**Requirement**:
For the entries below, work out how many lines include the string "Minified", then write only that number.

**Input data**:
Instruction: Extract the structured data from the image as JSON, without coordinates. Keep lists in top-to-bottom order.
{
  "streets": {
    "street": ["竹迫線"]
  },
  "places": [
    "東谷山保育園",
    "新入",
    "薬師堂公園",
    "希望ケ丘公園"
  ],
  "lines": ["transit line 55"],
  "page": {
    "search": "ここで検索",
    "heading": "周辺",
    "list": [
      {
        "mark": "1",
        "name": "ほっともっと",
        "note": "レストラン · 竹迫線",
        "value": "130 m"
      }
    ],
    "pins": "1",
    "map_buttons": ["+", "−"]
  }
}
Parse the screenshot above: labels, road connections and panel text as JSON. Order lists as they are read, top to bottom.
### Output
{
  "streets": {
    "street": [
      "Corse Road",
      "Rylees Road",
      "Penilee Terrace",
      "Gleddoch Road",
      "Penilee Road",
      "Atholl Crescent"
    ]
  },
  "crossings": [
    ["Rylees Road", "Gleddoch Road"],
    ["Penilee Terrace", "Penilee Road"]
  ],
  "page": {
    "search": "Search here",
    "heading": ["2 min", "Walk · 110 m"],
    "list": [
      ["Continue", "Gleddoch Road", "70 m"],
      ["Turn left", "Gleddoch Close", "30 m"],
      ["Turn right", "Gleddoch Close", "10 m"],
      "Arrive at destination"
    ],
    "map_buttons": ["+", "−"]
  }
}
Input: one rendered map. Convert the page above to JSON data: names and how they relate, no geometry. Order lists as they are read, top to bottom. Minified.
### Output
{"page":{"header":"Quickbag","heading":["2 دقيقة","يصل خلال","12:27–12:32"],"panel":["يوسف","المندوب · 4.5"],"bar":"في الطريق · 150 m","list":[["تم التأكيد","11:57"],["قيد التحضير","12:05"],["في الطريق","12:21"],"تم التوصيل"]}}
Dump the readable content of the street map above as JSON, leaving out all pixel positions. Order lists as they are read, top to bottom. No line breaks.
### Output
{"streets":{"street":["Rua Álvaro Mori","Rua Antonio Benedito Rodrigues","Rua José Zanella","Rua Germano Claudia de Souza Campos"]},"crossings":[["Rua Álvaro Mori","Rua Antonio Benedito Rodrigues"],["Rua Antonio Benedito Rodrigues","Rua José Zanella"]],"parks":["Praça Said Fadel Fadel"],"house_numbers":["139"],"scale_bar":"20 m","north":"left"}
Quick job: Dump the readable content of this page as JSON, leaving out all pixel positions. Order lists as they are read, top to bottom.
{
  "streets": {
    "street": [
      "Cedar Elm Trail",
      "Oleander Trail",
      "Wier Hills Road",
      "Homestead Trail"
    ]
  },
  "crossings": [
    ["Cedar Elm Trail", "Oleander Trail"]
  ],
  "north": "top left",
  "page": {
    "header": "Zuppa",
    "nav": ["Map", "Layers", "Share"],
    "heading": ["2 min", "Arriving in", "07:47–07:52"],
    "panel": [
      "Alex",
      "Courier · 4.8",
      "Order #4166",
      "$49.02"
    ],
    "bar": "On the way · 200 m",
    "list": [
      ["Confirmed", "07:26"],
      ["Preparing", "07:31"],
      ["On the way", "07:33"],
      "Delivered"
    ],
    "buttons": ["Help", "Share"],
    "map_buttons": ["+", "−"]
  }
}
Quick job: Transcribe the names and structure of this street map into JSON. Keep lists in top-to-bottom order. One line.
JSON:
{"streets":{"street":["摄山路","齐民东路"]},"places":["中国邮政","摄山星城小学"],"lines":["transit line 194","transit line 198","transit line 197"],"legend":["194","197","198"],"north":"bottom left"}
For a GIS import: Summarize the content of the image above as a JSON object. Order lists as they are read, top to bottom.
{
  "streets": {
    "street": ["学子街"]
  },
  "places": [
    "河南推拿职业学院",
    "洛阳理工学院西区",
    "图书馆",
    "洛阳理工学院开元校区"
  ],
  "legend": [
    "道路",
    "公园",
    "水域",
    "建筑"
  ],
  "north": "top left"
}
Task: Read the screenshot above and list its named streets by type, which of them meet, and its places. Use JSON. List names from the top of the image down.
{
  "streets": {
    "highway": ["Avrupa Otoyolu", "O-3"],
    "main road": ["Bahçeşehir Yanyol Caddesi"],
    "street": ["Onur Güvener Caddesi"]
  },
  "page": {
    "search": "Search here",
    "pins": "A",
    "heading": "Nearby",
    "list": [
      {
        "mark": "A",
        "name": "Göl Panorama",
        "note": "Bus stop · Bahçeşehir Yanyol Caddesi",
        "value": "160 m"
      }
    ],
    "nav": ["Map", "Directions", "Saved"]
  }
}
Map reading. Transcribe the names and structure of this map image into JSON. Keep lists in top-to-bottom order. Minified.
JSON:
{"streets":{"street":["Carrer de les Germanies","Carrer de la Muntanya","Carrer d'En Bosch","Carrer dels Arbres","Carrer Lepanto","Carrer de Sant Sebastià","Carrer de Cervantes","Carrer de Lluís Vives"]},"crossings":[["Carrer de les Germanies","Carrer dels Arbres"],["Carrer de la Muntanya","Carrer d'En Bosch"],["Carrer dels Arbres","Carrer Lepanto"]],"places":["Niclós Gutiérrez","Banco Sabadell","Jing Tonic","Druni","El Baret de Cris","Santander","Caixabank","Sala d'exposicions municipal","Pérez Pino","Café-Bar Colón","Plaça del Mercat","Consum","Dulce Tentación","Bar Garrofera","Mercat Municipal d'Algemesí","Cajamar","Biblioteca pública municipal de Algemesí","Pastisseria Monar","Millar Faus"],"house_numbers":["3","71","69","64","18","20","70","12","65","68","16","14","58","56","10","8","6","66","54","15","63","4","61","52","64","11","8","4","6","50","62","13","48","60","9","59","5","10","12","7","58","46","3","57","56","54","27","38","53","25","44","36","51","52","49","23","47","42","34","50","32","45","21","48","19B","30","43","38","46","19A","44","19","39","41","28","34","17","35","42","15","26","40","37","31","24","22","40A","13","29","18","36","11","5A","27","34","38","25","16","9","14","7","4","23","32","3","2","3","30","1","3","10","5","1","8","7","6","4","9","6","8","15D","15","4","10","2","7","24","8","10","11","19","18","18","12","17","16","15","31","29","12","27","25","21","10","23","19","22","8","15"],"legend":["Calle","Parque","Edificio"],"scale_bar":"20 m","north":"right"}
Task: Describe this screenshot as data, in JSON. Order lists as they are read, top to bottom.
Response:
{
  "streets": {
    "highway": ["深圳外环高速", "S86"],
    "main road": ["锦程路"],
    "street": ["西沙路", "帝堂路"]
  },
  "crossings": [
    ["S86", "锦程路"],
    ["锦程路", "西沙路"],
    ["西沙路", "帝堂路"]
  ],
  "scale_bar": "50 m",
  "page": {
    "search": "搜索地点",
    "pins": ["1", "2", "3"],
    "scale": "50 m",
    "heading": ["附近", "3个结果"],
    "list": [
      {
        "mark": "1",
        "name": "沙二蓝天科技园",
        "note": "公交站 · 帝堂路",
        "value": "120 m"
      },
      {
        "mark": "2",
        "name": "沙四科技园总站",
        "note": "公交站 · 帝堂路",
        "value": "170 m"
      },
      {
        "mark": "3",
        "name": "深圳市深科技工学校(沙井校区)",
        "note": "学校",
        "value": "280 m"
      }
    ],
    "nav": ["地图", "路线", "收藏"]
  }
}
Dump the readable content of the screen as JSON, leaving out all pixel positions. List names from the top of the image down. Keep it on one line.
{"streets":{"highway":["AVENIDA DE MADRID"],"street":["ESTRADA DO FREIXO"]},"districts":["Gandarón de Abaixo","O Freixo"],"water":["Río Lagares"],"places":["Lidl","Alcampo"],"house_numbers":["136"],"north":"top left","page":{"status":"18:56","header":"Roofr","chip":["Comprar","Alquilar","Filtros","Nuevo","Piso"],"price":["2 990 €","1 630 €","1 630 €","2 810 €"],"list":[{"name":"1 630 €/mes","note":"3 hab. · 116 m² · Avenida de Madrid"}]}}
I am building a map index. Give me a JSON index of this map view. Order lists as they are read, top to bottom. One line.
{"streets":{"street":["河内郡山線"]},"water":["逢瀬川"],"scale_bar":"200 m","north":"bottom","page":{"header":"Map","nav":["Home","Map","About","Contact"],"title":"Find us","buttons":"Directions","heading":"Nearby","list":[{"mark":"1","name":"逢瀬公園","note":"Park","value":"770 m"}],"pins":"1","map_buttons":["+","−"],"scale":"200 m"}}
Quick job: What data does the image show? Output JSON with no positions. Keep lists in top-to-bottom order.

**Solution**:
2